Anglo American (LSE: AAL) was one of my value tips for 2014, and I recently confirmed the mega-miner as my pick of the big London-listed miners.
However, the picture is changing, and in this article I’ll explain why the planned sale of its platinum mines is good news for Anglo’s shareholders, and update my recommendation for Anglo shares.
Platinum problems
The problem with Anglo’s platinum mines is that they are deep underground, labour-intensive and dangerous. They also have large, strike-prone workforces.
The two mines Anglo is hoping to sell, Rustenburg and Union, employ around 20,000 people. These mines were at the heart of this year’s five-month strike action, which caused platinum production to fall by 39% during the first half of 2014, compared to the same period last year.
Mechanising these deep mines will be difficult, doubly so because of the industrial unrest that could result from large-scale redundancies.
For Anglo, these inefficient and volatile operations are an expensive distraction, and I believe the company is right to say that capital and management time can be better used elsewhere.
Anglo vs. the rest
Anglo’s rocketing share price has outperformed its peers by some margin this year, leaving the South African-based miner looking considerably more expensive than its main peers:
2014 share price performance | 2014 forecast P/E | 2014 forecast yield | |
Anglo American | +20% | 15.7 | 3.3% |
BHP Billiton (LSE: BLT) | +10% | 13.0 | 3.6% |
Rio Tinto (LSE: RIO) (NYSE: RIO.US) | -3% | 10.9 | 3.7% |
Rio and BHP both look good as income buys, in my view.

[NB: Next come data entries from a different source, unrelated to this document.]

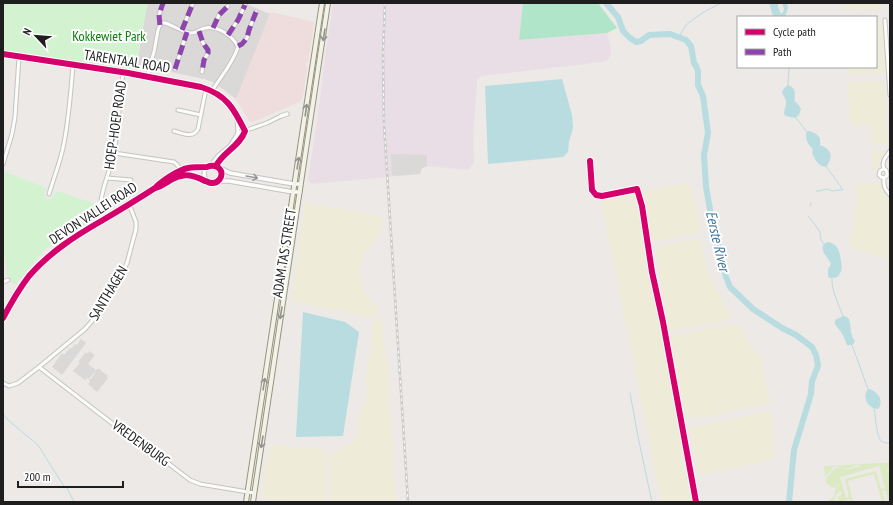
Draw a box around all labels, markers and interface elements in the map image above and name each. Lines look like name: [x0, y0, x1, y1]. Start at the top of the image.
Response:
north arrow: [16, 16, 56, 56]
legend: [737, 16, 877, 68]
text: Cycle path: [773, 24, 816, 39]
text: N: [19, 26, 35, 37]
park label: Kokkewiet Park: [72, 27, 146, 45]
one-way arrow: [320, 28, 328, 41]
text: Path: [773, 44, 791, 59]
street label: TARENTAAL ROAD: [83, 45, 171, 77]
street label: HOEP-HOEP ROAD: [100, 80, 130, 170]
one-way arrow: [302, 104, 310, 117]
one-way arrow: [294, 157, 302, 170]
one-way arrow: [245, 173, 258, 181]
street label: DEVON VALLEI ROAD: [46, 178, 140, 248]
street label: ADAM TAS STREET: [268, 206, 300, 299]
water label: Eerste River: [702, 209, 735, 275]
street label: SANTHAGEN: [85, 262, 131, 324]
one-way arrow: [277, 306, 285, 319]
one-way arrow: [260, 378, 268, 391]
street label: VREDENBURG: [108, 415, 174, 470]
one-way arrow: [258, 435, 266, 448]
scale bar: [18, 463, 123, 489]
text: 200 m: [24, 469, 51, 484]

I see BHP’s premium to Rio as the result of BHP’s large petroleum business, which offers attractive diversity if you don’t already have exposure to oil and gas through one of the oil majors.
On the other hand, Rio’s cheapness provides low-risk exposure to the world’s largest and most profitable iron ore mines, with coal, copper and aluminium thrown in, almost for free.
What about Anglo?
I reckon Anglo is beginning to look a little pricey.
My original value buy rating was based on Anglo’s discounted valuation: at the start of this year, Anglo’s prospective yield was 4%, and its shares traded on a forecast P/E of just 10.5, and were valued at less than their book price.
That’s all changed; Anglo’s valuation is now more expensive than both its peer group and the FTSE 100 average.
In my view, pure value investors may now want to take profits on Anglo.
However, income investors who bought the shares when they were cheaper can sit back and enjoy an above-average yield on cost, which continues to be de-risked by CEO Mark Cutifani’s turnaround plan.